La blefarite posteriore riconosce come causa principale la Disfunzione delle Ghiandole di Meibomio (Meibomian Gland Dysfunction-MGD). Le ghiandole di Meibomio, i cui sbocchi sono situati sul margine posteriore del bordo palpebrale, sono deputate alla produzione del meibum, il secreto che costituisce per la maggior parte la componente lipidica delle lacrime, ricco di fosfolipidi e colesterolo. Tale  componente è responsabile del mantenimento della stabilità del film lacrimale   e evita la sua evaporazione. La MGD è dovuta ad alterazioni qualitative del secreto che tende ad occludere gli sbocchi delle ghiandole. La presentazione clinica più frequente si caratterizza per l’irregolarità del margine posteriore, che appare frastagliato, fino a causare aree di atrofia delle ghiandole che appaiono come piccoli avvallamenti (notching). È una condizione che si associa spesso a dermatite atopica o a rosacea. È un segno presente anche nella Graft Versus Host Disease (GVHD) oculare. L’uso inappropriato e prolungato di lenti a contatto può, inoltre, determinare alterazioni delle ghiandole di Meibomio e di conseguenza facilitare lo sviluppo della blefarite. La MGD può essere classificata attraverso una specifica scala di valutazione e porta, in casi severi, a meibomite, provocata dall’infiammazione cronica delle ghiandole di Meibomio e al rilascio a livello locale di citochine. Caratteristiche della meibomite sono la marcata irregolarità del margine posteriore del bordo palpebrale, che appare festonato, la fibrosi periduttale, la formazione di tappi di secreto iperdenso che occludono gli sbocchi (capping) e l’irregolarità del decorso ghiandolare (ridging) lungo il margine. Se l’infiammazione si prolunga nel tempo senza che il paziente sia stato sottoposto a un’adeguata terapia, può portare a cheratinizzazione degli sbocchi ghiandolari sul margine palpebrale. Quando le alterazioni del bordo palpebrale si protraggono nel tempo può determinarsi la formazione di un ectropion che può passare misconosciuto se coinvolge solo il puntino lacrimale. Il paziente lamenterà epifora che potrebbe essere attribuita ad un problema delle vie lacrimali e indurre l’esecuzione di inappropriati ed inutili interventi di ricanalizzazione; più utile sarebbe una terapia anti-infiammatoria ed eventualmente una terapia di riposizionamento dell’ectropion.
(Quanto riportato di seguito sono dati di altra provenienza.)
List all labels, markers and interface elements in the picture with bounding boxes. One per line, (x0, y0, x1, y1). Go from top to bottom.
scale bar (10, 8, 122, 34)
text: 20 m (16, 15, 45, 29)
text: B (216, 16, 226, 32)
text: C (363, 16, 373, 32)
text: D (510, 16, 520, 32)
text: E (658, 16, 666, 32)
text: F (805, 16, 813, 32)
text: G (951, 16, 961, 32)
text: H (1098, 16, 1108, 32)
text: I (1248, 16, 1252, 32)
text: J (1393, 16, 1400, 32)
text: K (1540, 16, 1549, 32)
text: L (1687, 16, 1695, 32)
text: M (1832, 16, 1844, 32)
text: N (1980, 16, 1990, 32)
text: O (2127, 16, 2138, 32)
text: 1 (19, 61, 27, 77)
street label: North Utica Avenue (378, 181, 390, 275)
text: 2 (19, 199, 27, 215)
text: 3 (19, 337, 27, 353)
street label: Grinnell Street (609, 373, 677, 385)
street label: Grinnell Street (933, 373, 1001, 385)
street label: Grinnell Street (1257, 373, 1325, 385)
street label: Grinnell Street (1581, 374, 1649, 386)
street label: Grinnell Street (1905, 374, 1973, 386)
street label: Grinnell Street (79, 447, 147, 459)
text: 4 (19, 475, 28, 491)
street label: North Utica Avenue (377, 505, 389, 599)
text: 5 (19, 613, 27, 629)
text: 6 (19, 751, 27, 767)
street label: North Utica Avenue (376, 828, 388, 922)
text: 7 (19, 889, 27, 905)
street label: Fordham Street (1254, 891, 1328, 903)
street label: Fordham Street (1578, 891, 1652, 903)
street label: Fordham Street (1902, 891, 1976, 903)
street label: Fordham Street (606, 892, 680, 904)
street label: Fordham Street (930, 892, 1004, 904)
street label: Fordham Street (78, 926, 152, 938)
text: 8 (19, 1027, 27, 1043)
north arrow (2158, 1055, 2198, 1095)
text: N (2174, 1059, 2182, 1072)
Altro segno di DED sono le alterazioni corneali e congiuntivali. Sono in genere ben evidenti con la colorazione con fluoresceina sodica alla luce blu di Wood con filtro giallo Wratten 12. L’infiammazione congiuntivale è, invece, meglio evidente con la colorazione con verde lissamina.

Lo staining della fluoresceina su cornea e congiuntiva costituisce il parametro per assegnare un grading secondo lo schema di Oxford.

La cattiva qualità del film lacrimale può determinare attrito tra congiuntiva tarsale e bulbare durante i movimenti di ammiccamento, inducendo la formazione di pieghe congiuntivali che si evidenziano in corrispondenza del bordo palpebrale inferiore e che possono anche interferire con la formazione del menisco lacrimale e la distribuzione del film lacrimale sulla superficie oculare. Quando eccessivamente ridondanti, le pieghe congiuntivali possono occludere il puntino lacrimale inferiore e determinare epifora.